As the outdoor recreation world rallied in Denver, two of Colorado’s leaders in Washington offered a plan to bolster protection for more than 98,000 acres of federal land in Eagle and Summit counties.

Sen. Michael Bennet and Rep. Jared Polis’ Continental Divide Recreation, Wilderness, and Camp Hale Legacy Act was pretty much guaranteed a warm embrace at the Outdoor Retailer Snow Show in Denver. The Outdoor Retailer trade show bailed from its longtime home in Utah when state leaders there urged the downsizing of national monuments, which the Trump Administration supported with a plan to shave almost two million acres from the Bears Ears and Grand Staircase – Escalante monuments.

“Thank you,” said Adam Schuknecht, the owner of Leadville’s City on a Hill coffeeshop, one of several Western Colorado business owners gathered Saturday by the Continental Divide Trail Coalition to discuss the importance of public lands with Bennet. “Our county is 80 percent public lands … it’s really important that we protect them.”
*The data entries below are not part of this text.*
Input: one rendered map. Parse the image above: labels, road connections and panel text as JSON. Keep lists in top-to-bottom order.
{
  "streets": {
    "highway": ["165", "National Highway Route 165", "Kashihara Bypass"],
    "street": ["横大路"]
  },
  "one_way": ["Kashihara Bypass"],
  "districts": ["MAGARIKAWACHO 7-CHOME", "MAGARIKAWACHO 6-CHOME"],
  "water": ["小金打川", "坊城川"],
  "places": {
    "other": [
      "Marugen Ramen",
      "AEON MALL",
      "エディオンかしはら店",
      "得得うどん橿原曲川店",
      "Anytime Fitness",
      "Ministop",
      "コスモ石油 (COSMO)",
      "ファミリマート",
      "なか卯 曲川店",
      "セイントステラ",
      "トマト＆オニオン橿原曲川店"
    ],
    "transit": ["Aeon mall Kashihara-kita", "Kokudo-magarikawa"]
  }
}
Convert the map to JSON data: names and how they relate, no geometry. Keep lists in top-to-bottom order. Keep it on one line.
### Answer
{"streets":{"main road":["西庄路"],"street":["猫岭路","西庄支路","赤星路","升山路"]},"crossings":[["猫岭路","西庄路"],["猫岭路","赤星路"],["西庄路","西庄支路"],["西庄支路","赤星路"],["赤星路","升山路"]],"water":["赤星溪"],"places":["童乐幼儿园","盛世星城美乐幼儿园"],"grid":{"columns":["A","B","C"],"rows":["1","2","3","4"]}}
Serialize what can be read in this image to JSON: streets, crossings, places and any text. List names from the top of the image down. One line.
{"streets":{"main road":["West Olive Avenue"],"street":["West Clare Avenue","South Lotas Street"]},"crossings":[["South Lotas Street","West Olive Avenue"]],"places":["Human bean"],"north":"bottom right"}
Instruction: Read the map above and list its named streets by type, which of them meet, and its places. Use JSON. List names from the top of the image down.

The proposal, which Polis has proposed three times since 2010, creates three new wilderness areas and expands three others. The new bill includes Bennet’s two-year push to designate a first-ever National Historic Landscape for Camp Hale, which would support enhancement and protection of almost 29,000 acres where the storied 10th Mountain Division trained during World War II. The bill creates three new wilderness areas in the Tenmile Range, Hoosier Ridge and Williams Fork Mountains and expands three existing wilderness areas: Eagles Nest, Ptarmigan Peak and Holy Cross.